Here is what the effect looks like. The performer shows 4 large sized playing cards. They comprise 3 blank cards and an Ace. One blank card is set aside, leaving the performer with 3 cards. The performer places the Ace between the 2 blanks. He slowly mixes the cards around with their backs facing the audience. The audience can clearly follow that the Ace is still sandwiched in the middle. When this card is turned around, it is not the Ace – it is a blank! In fact, all the 3 cards are shown one at a time to be blanks. The Ace has vanished! The performer turns his attention to the lone card that was set aside earlier. This turns out to be the Ace! The effect, as it is, is stunning to the audience. But this is only the first phase.

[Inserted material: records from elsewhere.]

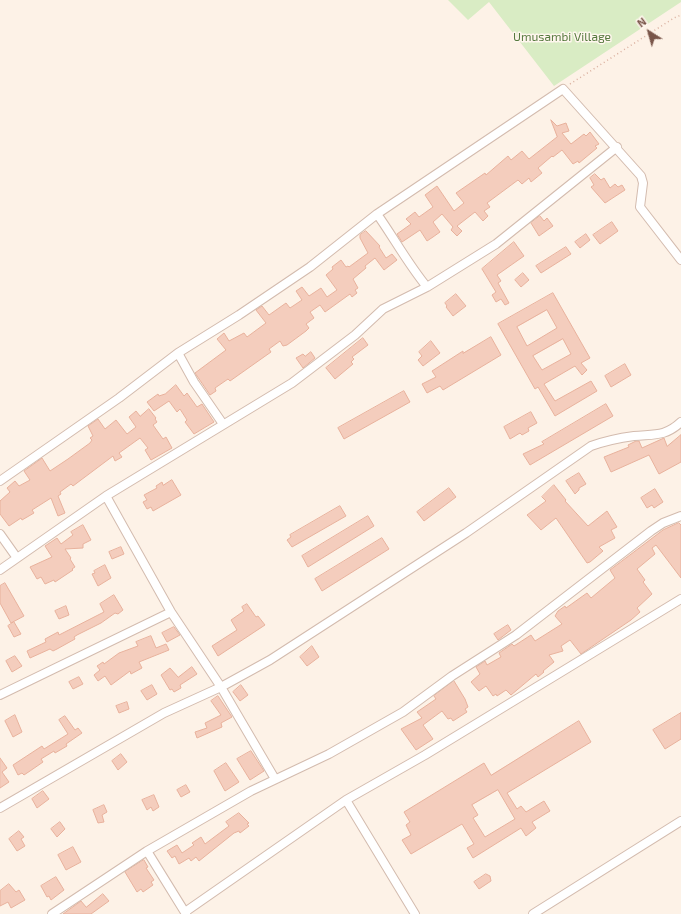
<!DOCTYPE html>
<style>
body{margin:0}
#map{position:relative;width:681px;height:914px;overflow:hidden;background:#fdf2e7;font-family:"Exo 2",sans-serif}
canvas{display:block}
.north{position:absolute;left:629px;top:12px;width:40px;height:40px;-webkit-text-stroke:3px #fff6ee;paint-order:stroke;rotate:323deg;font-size:11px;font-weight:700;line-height:16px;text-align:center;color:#795549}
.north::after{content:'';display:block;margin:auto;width:14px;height:18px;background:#795549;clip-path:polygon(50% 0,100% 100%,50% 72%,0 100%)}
</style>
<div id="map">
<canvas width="681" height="914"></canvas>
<div class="north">N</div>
</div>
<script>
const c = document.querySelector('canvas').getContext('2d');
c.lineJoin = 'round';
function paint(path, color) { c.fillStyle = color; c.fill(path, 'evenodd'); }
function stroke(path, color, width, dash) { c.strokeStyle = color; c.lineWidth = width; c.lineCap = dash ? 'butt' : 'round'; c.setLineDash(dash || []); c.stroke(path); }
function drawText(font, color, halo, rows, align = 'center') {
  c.font = font + ' "Exo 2",sans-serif'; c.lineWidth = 3; c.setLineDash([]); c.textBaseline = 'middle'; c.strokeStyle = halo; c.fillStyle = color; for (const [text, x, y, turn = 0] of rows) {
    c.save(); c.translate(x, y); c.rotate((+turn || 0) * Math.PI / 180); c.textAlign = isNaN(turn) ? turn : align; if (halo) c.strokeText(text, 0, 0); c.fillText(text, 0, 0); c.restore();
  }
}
paint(new Path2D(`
 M448 0H681V2L554 86 489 2 468 20Z`), '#d9ecc4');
const building = new Path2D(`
 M551 120 557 126 566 123 569 131 562 133 571 144 584 134 586 136 590 132 599 144 595 146 597 148 579 163 578 161 573 164 562 150 553 157 552 156 538 168 542 173 531 182 529 178 522 184 518 180 487 203 490 207 484 211 488 216 483 221 475 212 457 226 462 231 457 236 451 230 453 227 442 214 433 222 440 232 433 237 427 241 420 230 402 242 397 234 411 224 406 219 415 212 419 217 433 207 425 195 437 186 454 211 464 203 456 193 485 173 486 175 508 156 511 160 522 151 529 159 557 137Z
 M595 174 601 180 604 178 610 188 615 184 618 187 622 185 625 190 605 203 591 187 594 185 590 178Z
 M540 216 544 221 547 218 553 226 539 236 531 223Z
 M612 222 618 231 600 244 593 235Z
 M366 231 380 246 379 247 386 258 392 254 397 260 384 270 375 258 365 266 366 268 353 279 358 288 355 290 357 293 352 297 350 294 325 312 320 305 310 312 314 318 306 324 309 328 306 331 287 345 283 346 280 341 269 349 271 352 230 381 228 379 215 388 216 391 210 395 195 373 226 350 217 339 224 333 229 341 244 333 247 337 266 323 256 310 262 306 269 315 286 303 290 308 302 300 296 291 302 287 309 296 321 288 327 297 337 290 326 275 333 269 332 267 341 260 346 267 348 266 349 267 368 253 360 238V235Z
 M586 234 590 240 580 248 575 242Z
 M514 242 524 256 497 275 501 281 498 283 509 303 505 305 501 299 496 302 492 295 496 292 482 269Z
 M566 247 571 254 541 273 536 266Z
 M523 273 529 280 521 287 515 280Z
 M553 293 590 358 581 363 587 370 582 375 575 366 544 384 555 401 591 381 597 391 555 416 538 387 535 389 498 324ZM547 310 557 328 527 346 517 327ZM563 339 571 354 542 370 533 356Z
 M456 294 466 306 453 316 446 307 447 306 445 303Z
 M491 337 501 355 443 390 440 386 427 393 422 384 436 377 432 371 463 351V353Z
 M363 338 368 345 352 357 354 359 351 362 353 364 335 379 326 368Z
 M431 341 440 353 423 366 418 360 422 356 419 352Z
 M311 352 315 358 303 368 296 358 303 354 305 356Z
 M625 364 631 375 611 387 605 376Z
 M176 385 184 396 187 393 197 407 202 404 214 422 194 434 185 422 187 420 180 409 177 412 169 401 154 411 147 402 158 394 159 396 165 394Z
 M404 391 410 402 344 439 338 428Z
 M606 404 613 416 530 465 523 454 544 444 542 442Z
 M149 409 156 418 155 419 157 422 153 425 163 439 166 437 172 448 151 460 145 450 148 448 140 438 119 453 122 457 115 461 113 456 73 486 71 484 60 492 61 494 58 496 65 513 58 516 51 498 32 510 34 513 22 520 21 518 9 526 0 514V501L10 492 7 488 15 481 19 486 30 480 24 471 42 458 50 471 68 459 90 443 92 440 90 438 93 436 88 426 98 419 105 429 116 420 127 434 136 427 129 417 136 411 140 416Z
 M531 412 537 423 528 428 529 431 522 435 520 433 510 439 504 427Z
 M681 435V462L659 474 649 455 611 472 604 457 629 447 628 445 636 441H639L642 448 664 438 667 446Z
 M579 473 586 484 579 488V490L575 494 566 481Z
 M172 480 181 495 153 511 151 507 147 509 143 502 147 500 144 495 157 488 156 486 162 482 163 485Z
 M554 485 566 500 565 501 588 526 607 511 617 527 611 530 615 538 599 547 603 551 590 562 587 563 556 518 541 530 527 515 546 501 542 497Z
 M449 488 456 497 424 521 417 512Z
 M655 489 663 502 654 508 652 505 647 508 641 498Z
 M340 506 346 516 292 547 287 540 291 537 290 535Z
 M368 516 374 526 308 567 302 556Z
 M679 523 681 525V578L656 545 652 548 655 554 637 569 645 580 643 582 652 594 637 608 640 612 631 620 581 654 570 640 561 646 563 651 549 655 554 662 543 671 544 672 538 677 536 674 511 695 506 690 497 696 496 694 493 696 486 686 479 691 471 682 480 674 476 667 485 661 487 665 501 657 499 653 512 644 514 646 531 635 535 641 562 624 555 616 558 611 565 606 566 608 587 593 591 598 615 578 610 570 663 530Z
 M83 525 91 540 83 544V548L65 549 71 558 70 559 75 567 72 569 73 570 55 582 54 580 45 584 41 577 37 579 30 567 52 557 45 546 57 538 61 544 73 535 71 532Z
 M382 538 389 549 322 591 315 579Z
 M121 547 124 554 112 559 109 552Z
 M105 565 111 578 98 586 92 574 95 573 94 571Z
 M5 583 24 616 11 623 0 603V586Z
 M114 595 123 610 118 614 115 613 101 623 77 635 74 637 75 639 57 649 53 651 50 649 30 658 27 651 46 642 45 639 58 632 59 635 104 612 100 604Z
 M247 604 256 617 258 616 265 625 218 656 212 646 237 630 231 620 244 611 242 607Z
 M66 606 69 615 59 619 55 611Z
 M14 622 21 634 14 637 8 626Z
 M508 625 511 630 498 640 494 634Z
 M174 627 180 635 167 642 162 633Z
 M151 636 156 648 166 644 169 650 139 662 142 668 131 674 130 671 111 685 105 676 98 681 94 675 100 670 97 666 103 662 104 664 119 653 138 646 136 642Z
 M312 646 319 657 307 666 300 657Z
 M15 656 22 666 12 672 6 661Z
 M192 667 197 674 180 685 181 688 174 692 172 689 170 690 161 675 170 668 178 677Z
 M79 677 83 684 73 689 69 682Z
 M454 681 465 699 468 707 465 709 467 712 453 721 451 718 448 719 442 711 423 725 433 739 416 750 401 729 422 718 417 712 436 699 434 696Z
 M152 685 157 694 147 700 141 691Z
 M241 685 248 695 240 701 233 692Z
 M218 696 232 717 221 723 222 727 197 738 195 732 207 728 205 723 221 715 211 701Z
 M127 702 129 709 119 713 116 706Z
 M681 713V739L665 749 653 730Z
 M15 715 22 732 13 737 5 721Z
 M65 716 75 730 78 728 82 733 66 744 67 746 55 753 54 751 41 759 43 762 30 771 24 775 22 773 18 775 13 765 42 746 44 749 68 734 59 720Z
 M579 721 591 742 507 793 517 809 521 806 526 812 544 801 550 811 532 822 536 828 526 836 521 828 473 858 467 848 474 844 462 824 411 854 402 840 411 835 406 825 410 822 404 812 484 763 491 775ZM498 790 515 819 485 837 473 818 478 815 472 805Z
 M251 751 264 771 250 780 237 759Z
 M121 754 127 762 118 770 112 761Z
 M0 758 7 768 2 772 9 782 0 788Z
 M226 763 239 782 225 791 214 771Z
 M186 785 190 792 181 797 177 790Z
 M43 791 49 799 37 808 32 799Z
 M154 795 159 807 153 811 151 807 147 810 142 800Z
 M104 805 107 812 102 815 104 822 98 823 93 810Z
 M239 813 249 823 247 824 249 826 240 833 239 831 234 833 199 861 196 857 191 861 189 858 179 864 175 856 172 858 167 851 177 845 182 853 194 845 192 843 201 837 205 844 229 826 226 822Z
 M60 822 65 829 57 837 51 829Z
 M19 831 24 837 21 839 25 846 17 851 9 839Z
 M73 847 81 862 66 870 58 855Z
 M144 860 148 867 146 868 154 880 151 882 153 885 143 892 141 889 137 892 125 872Z
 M486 874 490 876 491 881 479 889 474 882Z
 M56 877 64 890 51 900 49 896 47 897 41 886Z
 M9 884 16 892 19 890 25 900 11 908 8 902 0 906V891Z
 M103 894 109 901 91 914H63L81 901 86 907Z`);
paint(building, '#f4cdbd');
stroke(building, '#e8b19c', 1);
const minor = new Path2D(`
 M377 214C394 238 408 264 427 287
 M178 353 194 382 223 424
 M0 481 119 398 178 353 239 315 310 267 377 214 563 89 641 176 643 183 640 207 681 260
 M106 496 171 612 221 687 275 779
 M0 534 17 558
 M0 570 106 496 292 383 355 335 383 309 427 287 496 244 617 147
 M0 695 171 612
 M346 800 415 914
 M0 808 164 713 221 687 270 660 466 533 591 446C605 441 619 438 634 436 654 434 665 437 681 422
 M147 851 186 914
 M185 912 346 800 425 755 681 599
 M52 914 147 851 251 791 329 754 403 712 452 676 516 635 651 531 663 523 681 516
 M533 914 681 821`);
stroke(minor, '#d3bbae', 10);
stroke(new Path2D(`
 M570 84 674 18 681 15`), '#dab09f', 1.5, [1, 3]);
stroke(minor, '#fff', 8);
drawText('12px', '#56793e', '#fff6ee', [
 ["Umusambi Village",562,37]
]);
</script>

In the second phase, the performer offers to repeat. He again places one blank card aside. The Ace is placed in the middle of the 3 cards and the cards moved around. Once again, he shows that the Ace has vanished, and all the 3 cards are displayed as blanks. He picks up the card set aside earlier and turns it around to show the Ace! The audience is now stunned twice!

Three is always the lucky number, so the performer offers to show one more time. Again, he places a blank card aside. He puts the Ace between the 2 cards and mixes all the 3 cards. While it is still obvious by the mixing that the Ace is the middle card, the audience is wised up by now. They want to see the card set aside earlier. The performer turns this card around – it is not the Ace as expected – it is a blank card. The performer says in jest that had any one pointed to any of the 3 cards he held, they would have got the Ace. The performer turns the 3 cards around and show all the 3 cards to be Aces! Nobody can see this coming. This is a befitting climax to end the routine!

You get an online video teach-in by Wolfgang Riebe himself. The 30 minutes video comprises an introduction, 2 live performances by Wolfgang, instructions on how to make the cards yourself, and the full routine meticulously explained by him. The biggest take-away is Wolfgang’s 30 years’ experience of performing this routine. His handling and patter have been refined to give you the most entertaining routine with this effect. His tips on how to construct the cards, especially on the placements of the graphics, are priceless.

Even if you have owned the “Sidewalk Shuffle” or “Chase The Ace”, you will like the presentation by Wolfgang. His very large sized cards not only make the effect more visual, it makes the magic seem more incredible. I have never liked “Sidewalk Shuffle” because of the gimmicked cards. Joe Riding came up with a non-gimmicked version which he called “The Irish 3 Card Trick” or “The Only 3 Card Trick In The World Using Only 4 Cards”. This has been one of my favourite tricks and is in my performing repertoire for over 20 years. Joe’s effect does not use blank cards but 3 spot cards against one picture card.

I have personally seen Wolfgang performing this effect and I love his presentation. The effect runs for about 3 minutes. This, plus the fact that he uses extra-large cards and the great contrast between blank cards and the Ace of Spades have convinced me to use “The Giant Sidewalk Shuffle” in my future performances. You will, too.